# [Directions for this task]
Give again, character for character, the lines that lie between the first line of the material and the line with "filter:drop-shadow(1px 0 #b7aca3)", inclusive. Omit pictures.

# [Supplied data]
◆ ◆ ◆

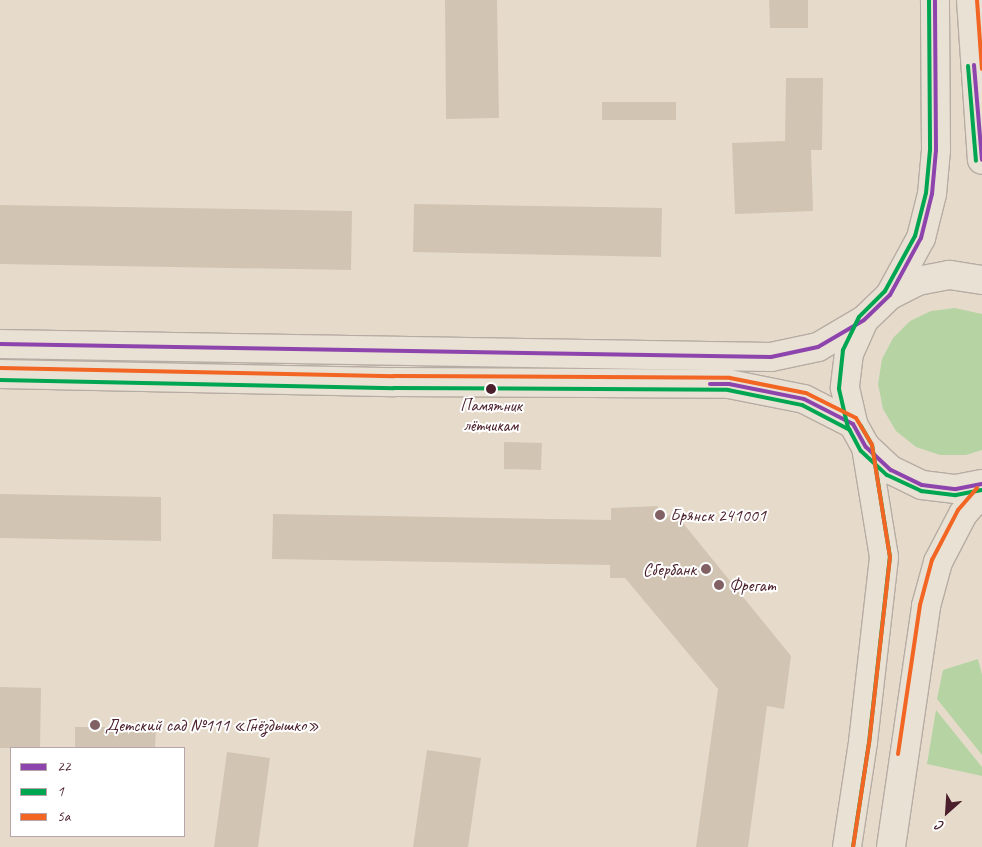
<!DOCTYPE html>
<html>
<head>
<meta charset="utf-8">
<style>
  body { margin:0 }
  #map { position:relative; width:982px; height:847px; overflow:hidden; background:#e6dbcb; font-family:Caveat,sans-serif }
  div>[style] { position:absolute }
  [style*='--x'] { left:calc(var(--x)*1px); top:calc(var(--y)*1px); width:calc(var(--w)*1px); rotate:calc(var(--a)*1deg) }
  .green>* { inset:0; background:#b6d3a3 }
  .building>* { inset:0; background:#d1c4b2 }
  .roads { filter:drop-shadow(1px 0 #b7aca3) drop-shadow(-1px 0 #b7aca3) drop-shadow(0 1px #b7aca3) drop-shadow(0 -1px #b7aca3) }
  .major>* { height:28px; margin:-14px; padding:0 14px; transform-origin:14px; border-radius:14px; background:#e9e1d4 }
  .bus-1>* { height:4px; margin:-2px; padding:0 2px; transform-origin:2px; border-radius:2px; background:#8e44ad }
  .bus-2>* { height:4px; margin:-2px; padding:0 2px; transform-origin:2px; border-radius:2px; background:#00a651 }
  .bus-3>* { height:4px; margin:-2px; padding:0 2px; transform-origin:2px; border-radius:2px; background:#f26522 }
  .dots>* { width:14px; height:14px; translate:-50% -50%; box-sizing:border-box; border:2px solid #fff; border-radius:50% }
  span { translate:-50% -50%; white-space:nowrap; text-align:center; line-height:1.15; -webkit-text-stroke:4px #fff; paint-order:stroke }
  .bus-label { font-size:17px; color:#4a1f2b }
  .poi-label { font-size:18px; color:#4a1f2b }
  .left { translate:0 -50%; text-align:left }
  .right { translate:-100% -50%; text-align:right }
  .legend { position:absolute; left:10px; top:747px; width:175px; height:90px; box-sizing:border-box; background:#fff; border:1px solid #b7a5aa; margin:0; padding:6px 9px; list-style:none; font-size:15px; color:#4a1f2b }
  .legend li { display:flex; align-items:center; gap:10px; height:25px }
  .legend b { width:25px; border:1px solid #b7a5aa }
  .north { position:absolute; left:922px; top:787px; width:50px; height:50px; -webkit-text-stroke:4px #fff; paint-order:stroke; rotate:206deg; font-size:14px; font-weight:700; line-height:20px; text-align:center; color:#4a1f2b }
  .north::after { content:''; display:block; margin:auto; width:18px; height:22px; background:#4a1f2b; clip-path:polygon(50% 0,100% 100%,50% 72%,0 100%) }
</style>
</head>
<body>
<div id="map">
  <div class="green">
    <i style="clip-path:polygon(955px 308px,982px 314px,982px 450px,966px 455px,940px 455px,916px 447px,896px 431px,883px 409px,878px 384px,882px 359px,893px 338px,910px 321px,931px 311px)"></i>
    <i style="clip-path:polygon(978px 659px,982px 675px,982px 755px,937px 699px,943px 670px)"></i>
    <i style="clip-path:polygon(936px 710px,982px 767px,982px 776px,927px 764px)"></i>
  </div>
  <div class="building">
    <i style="clip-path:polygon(445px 0,497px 0,499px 118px,446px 119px)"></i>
    <i style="clip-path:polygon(769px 0,808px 0,808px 28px,770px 28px)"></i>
    <i style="clip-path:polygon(786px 78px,823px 78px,822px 150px,811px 150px,813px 211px,735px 214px,732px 143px,785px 141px)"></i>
    <i style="clip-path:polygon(602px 102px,676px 102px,676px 120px,602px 120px)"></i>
    <i style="clip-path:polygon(414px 204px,662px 208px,661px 257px,413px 252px)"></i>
    <i style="clip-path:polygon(0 205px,352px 211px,351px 270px,0 264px)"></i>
    <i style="clip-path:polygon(504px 442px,542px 443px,541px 470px,504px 469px)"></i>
    <i style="clip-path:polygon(0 494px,161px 497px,161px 541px,0 538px)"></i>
    <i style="clip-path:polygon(657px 506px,665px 519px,674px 512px,791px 656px,784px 709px,767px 706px,748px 847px,696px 847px,718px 689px,625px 578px,610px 578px,610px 565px,272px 559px,273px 514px,611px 520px,611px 508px)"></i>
    <i style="clip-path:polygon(0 687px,41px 688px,40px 748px,0 748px)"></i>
    <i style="clip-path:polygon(75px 727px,156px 727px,155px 748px,75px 748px)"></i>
    <i style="clip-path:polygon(427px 750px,481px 758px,468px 847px,413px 847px)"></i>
    <i style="clip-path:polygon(227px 752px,270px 758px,258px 847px,214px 847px)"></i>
  </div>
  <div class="roads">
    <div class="major">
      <i style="--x:971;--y:0;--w:160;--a:86.1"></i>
      <i style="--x:982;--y:280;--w:33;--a:-171"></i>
      <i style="--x:949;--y:275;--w:32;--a:169"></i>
      <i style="--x:918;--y:281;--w:31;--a:153"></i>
      <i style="--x:890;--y:295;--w:36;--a:136"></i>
      <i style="--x:864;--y:320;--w:36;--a:114"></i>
      <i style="--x:849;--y:353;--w:35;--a:97"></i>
      <i style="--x:845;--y:388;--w:37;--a:77"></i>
      <i style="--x:853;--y:424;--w:26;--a:61"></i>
      <i style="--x:866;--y:447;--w:34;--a:43"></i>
      <i style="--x:891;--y:470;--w:34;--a:26"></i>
      <i style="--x:922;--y:485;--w:34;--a:7"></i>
      <i style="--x:956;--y:489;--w:26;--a:-11"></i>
      <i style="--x:890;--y:295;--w:65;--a:-61.5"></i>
      <i style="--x:921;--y:238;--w:45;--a:-76"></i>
      <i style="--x:932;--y:194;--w:44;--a:-84.8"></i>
      <i style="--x:936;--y:150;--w:150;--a:-90.4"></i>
      <i style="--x:0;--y:344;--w:771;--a:0.97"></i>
      <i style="--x:771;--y:357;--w:48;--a:-12"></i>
      <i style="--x:818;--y:347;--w:53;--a:-30.4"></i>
      <i style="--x:0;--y:374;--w:394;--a:1.2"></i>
      <i style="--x:394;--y:382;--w:335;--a:0.3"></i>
      <i style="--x:729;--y:384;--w:76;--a:11.3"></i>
      <i style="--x:804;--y:399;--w:55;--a:27"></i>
      <i style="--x:847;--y:847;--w:106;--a:-81.3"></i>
      <i style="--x:863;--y:742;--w:186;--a:-83.5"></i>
      <i style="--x:884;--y:557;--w:111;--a:-99.3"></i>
      <i style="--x:891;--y:847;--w:244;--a:-81.7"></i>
      <i style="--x:926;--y:606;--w:46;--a:-74.7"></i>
      <i style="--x:938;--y:562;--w:54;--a:-62.5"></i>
      <i style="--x:963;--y:514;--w:29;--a:-49"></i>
    </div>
  </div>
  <div class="bus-1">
    <i style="--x:974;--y:65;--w:95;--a:85.2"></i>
    <i style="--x:0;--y:344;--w:771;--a:0.97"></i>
    <i style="--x:771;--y:357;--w:48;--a:-12"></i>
    <i style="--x:818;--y:347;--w:53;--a:-30.4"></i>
    <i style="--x:864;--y:320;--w:36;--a:-44"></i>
    <i style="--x:890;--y:295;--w:65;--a:-61.5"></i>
    <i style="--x:921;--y:238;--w:45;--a:-76"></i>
    <i style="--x:932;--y:194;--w:44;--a:-84.8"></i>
    <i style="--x:936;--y:150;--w:150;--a:-90.4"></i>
    <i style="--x:710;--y:384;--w:19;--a:0"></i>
    <i style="--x:729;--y:384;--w:76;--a:11.3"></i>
    <i style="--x:804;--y:399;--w:55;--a:27"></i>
    <i style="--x:853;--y:424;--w:26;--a:61"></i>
    <i style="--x:866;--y:447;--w:34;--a:43"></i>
    <i style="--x:891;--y:470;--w:34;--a:26"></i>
    <i style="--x:922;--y:485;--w:34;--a:7"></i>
    <i style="--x:956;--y:489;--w:26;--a:-11"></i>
  </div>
  <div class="bus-2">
    <i style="--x:929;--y:0;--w:150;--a:89.6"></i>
    <i style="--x:930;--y:150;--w:43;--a:95.3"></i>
    <i style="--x:926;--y:193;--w:44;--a:104.3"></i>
    <i style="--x:915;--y:236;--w:63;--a:118.6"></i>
    <i style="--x:885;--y:291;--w:37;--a:135"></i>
    <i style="--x:859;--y:317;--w:37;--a:116"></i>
    <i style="--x:843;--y:350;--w:39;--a:96"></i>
    <i style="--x:839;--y:389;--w:39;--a:77"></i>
    <i style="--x:848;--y:427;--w:27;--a:62"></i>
    <i style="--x:861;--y:451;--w:35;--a:43"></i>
    <i style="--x:887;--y:475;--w:38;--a:25"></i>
    <i style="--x:921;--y:491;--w:35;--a:7"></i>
    <i style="--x:956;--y:495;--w:26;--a:-11"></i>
    <i style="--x:968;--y:66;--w:95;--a:85.2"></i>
    <i style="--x:0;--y:380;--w:394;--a:1.2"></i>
    <i style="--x:394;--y:388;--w:334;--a:0.3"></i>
    <i style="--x:728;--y:390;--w:76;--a:11.5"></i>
    <i style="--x:802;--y:405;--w:54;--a:27.5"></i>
    <i style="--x:853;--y:847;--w:105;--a:-81.3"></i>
    <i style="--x:869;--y:743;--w:187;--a:-83.6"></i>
    <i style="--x:890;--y:557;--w:113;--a:-99.1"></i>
    <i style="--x:872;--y:445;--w:22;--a:-120"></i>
  </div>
  <div class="bus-3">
    <i style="--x:977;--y:0;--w:69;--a:85.9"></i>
    <i style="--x:0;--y:368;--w:394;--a:1.2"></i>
    <i style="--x:394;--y:376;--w:336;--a:0.3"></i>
    <i style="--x:730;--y:378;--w:77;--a:11.2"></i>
    <i style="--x:806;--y:393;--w:56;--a:26.6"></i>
    <i style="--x:856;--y:418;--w:31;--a:59"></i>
    <i style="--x:872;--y:445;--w:113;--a:80.9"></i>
    <i style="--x:890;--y:557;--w:187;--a:96.4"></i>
    <i style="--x:869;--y:743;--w:105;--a:98.7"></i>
    <i style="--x:898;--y:754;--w:151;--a:-81.6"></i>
    <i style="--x:920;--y:605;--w:47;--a:-75.1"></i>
    <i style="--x:932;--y:560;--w:56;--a:-62.5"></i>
    <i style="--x:958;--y:510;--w:29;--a:-49"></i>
  </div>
  <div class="dots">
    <i style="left:491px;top:389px;background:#4a1f2b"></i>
    <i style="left:660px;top:515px;background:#816163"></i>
    <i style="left:706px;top:569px;background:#816163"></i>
    <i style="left:719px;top:585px;background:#816163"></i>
    <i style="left:95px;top:725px;background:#816163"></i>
  </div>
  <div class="bus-label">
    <span style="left:491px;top:416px">Памятник<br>лётчикам</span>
  </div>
  <div class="poi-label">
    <span class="left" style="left:670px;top:515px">Брянск 241001</span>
    <span class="right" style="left:696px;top:569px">Сбербанк</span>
    <span class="left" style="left:729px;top:585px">Фрегат</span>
    <span class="left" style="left:105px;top:725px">Детский сад №111 «Гнёздышко»</span>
  </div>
  <ul class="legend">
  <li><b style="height:6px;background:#8e44ad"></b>22</li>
  <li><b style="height:6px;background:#00a651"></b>1</li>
  <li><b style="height:6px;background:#f26522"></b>5а</li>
  </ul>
  <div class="north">С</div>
</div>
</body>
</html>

◆ ◆ ◆

# [Solution for this exercise]
<!DOCTYPE html>
<html>
<head>
<meta charset="utf-8">
<style>
  body { margin:0 }
  #map { position:relative; width:982px; height:847px; overflow:hidden; background:#e6dbcb; font-family:Caveat,sans-serif }
  div>[style] { position:absolute }
  [style*='--x'] { left:calc(var(--x)*1px); top:calc(var(--y)*1px); width:calc(var(--w)*1px); rotate:calc(var(--a)*1deg) }
  .green>* { inset:0; background:#b6d3a3 }
  .building>* { inset:0; background:#d1c4b2 }
  .roads { filter:drop-shadow(1px 0 #b7aca3) drop-shadow(-1px 0 #b7aca3) drop-shadow(0 1px #b7aca3) drop-shadow(0 -1px #b7aca3) }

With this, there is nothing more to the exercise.